> [Task objective]
Show all lines of the listing that contain the word "Νικοδήμου".

> [Supplied data]
-.-.-

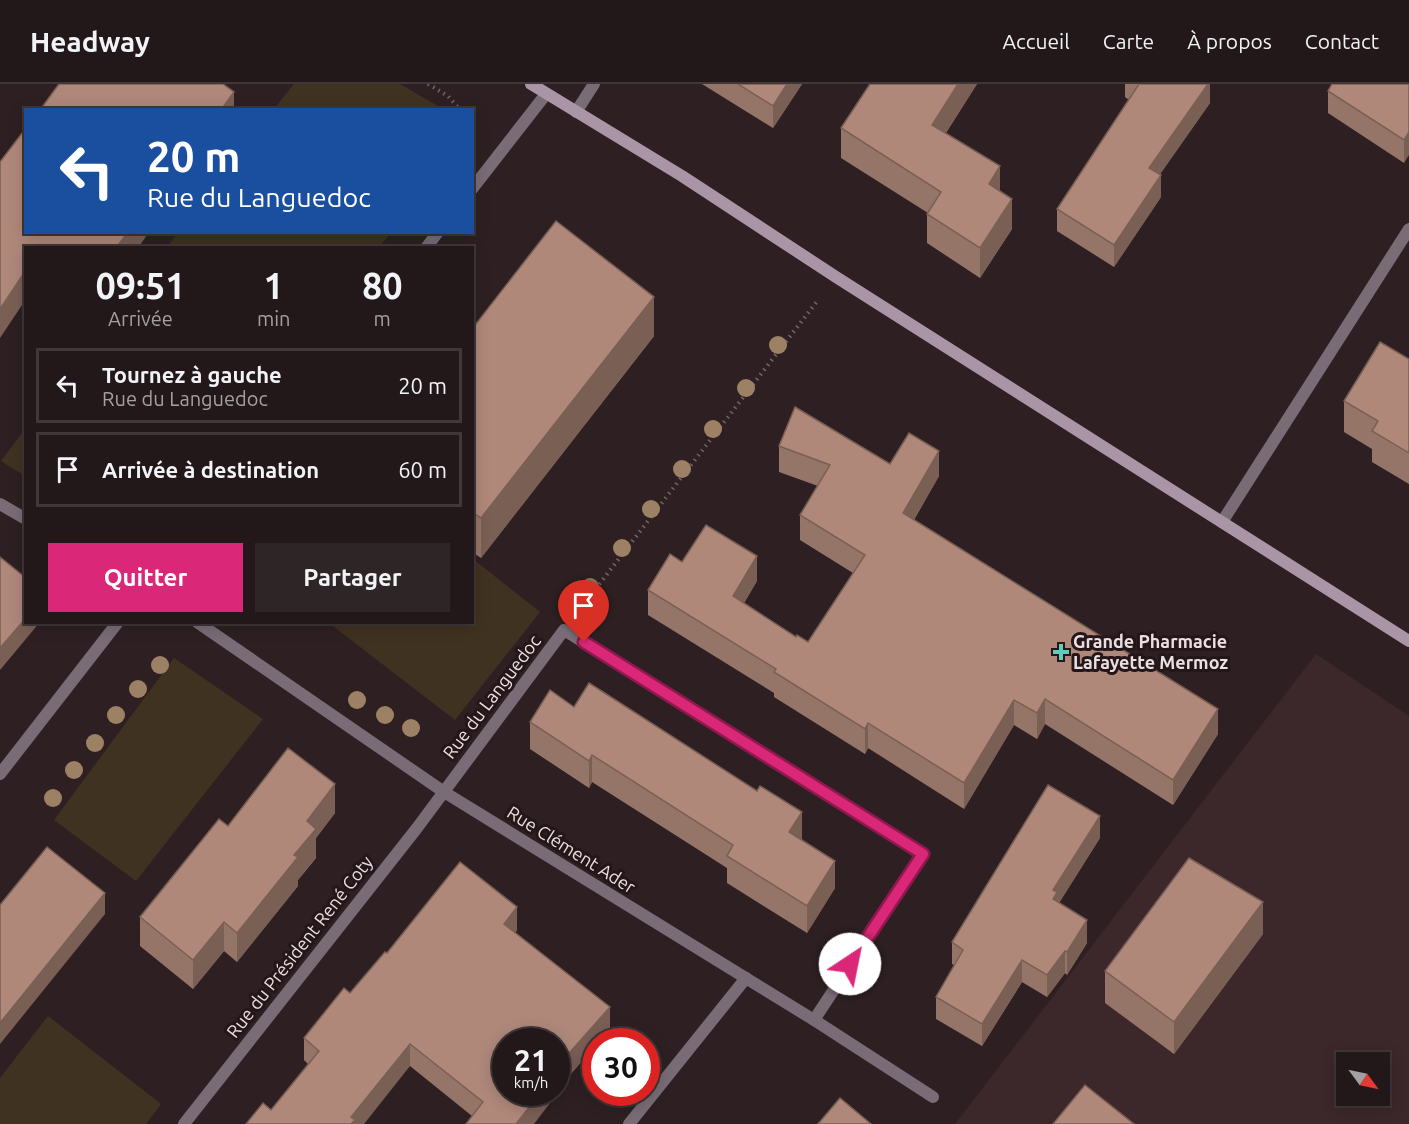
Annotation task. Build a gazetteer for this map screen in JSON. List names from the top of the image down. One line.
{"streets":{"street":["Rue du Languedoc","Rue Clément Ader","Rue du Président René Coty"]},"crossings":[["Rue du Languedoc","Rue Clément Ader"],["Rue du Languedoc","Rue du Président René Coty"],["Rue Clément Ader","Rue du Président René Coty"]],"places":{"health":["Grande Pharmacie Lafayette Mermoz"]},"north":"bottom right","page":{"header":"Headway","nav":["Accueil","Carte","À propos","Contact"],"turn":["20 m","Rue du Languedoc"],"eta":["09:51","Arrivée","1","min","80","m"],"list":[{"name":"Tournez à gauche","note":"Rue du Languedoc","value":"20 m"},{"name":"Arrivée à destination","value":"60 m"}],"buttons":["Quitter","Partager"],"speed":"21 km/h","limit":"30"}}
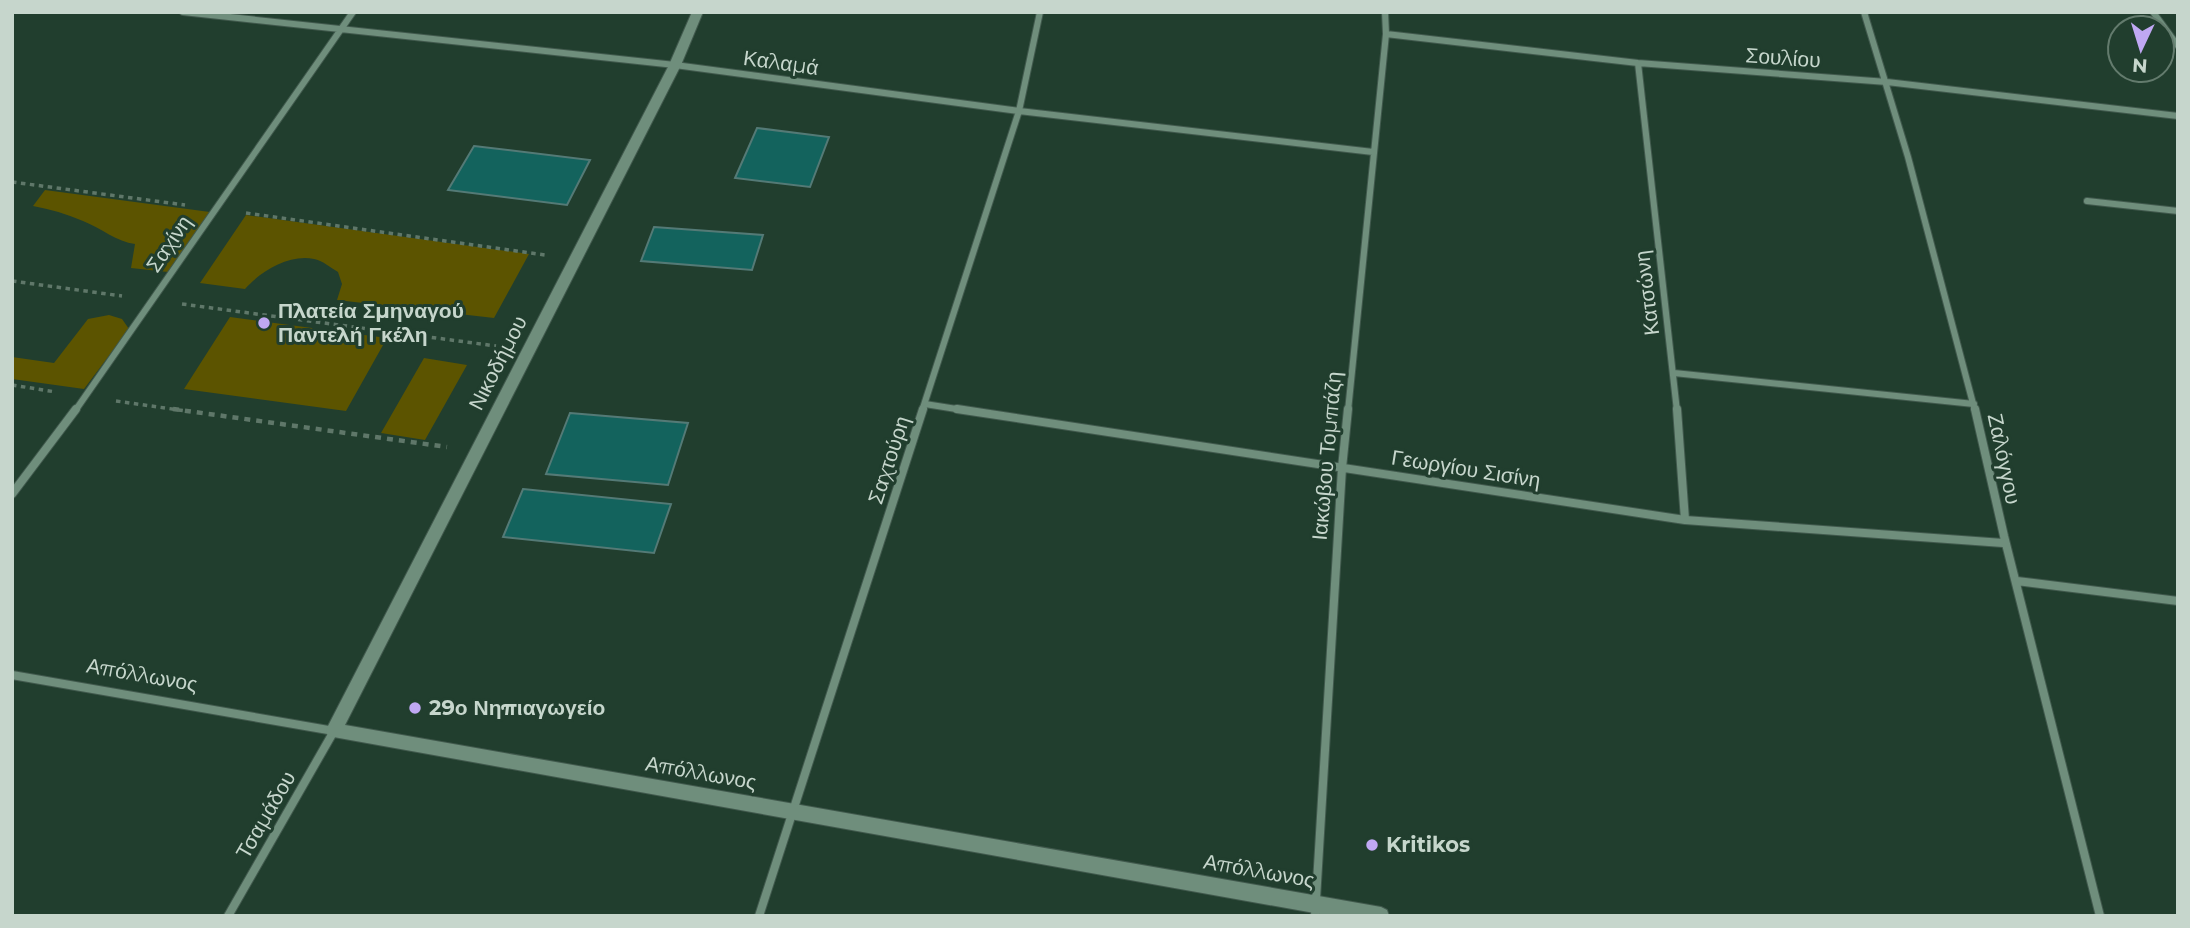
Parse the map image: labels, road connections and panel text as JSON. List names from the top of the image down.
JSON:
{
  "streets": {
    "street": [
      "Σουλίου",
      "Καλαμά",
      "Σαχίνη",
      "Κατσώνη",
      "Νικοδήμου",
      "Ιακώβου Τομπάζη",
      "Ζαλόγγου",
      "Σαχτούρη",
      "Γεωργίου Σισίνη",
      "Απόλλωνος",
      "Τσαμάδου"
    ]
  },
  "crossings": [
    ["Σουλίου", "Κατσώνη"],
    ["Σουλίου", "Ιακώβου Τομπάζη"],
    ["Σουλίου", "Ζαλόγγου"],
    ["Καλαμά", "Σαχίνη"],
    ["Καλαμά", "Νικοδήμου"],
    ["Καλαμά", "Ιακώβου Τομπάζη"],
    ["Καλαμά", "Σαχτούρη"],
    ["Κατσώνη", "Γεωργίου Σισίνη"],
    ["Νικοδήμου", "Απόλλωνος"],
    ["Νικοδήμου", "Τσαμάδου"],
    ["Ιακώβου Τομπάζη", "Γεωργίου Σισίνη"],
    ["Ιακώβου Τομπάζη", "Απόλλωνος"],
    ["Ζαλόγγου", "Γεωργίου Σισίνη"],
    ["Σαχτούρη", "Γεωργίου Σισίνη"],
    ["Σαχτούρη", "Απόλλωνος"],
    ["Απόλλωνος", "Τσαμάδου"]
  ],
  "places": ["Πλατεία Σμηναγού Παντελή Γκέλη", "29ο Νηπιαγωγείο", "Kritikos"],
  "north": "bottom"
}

-.-.-

> [Reply to the task]
      "Νικοδήμου",
    ["Καλαμά", "Νικοδήμου"],
    ["Νικοδήμου", "Απόλλωνος"],
    ["Νικοδήμου", "Τσαμάδου"],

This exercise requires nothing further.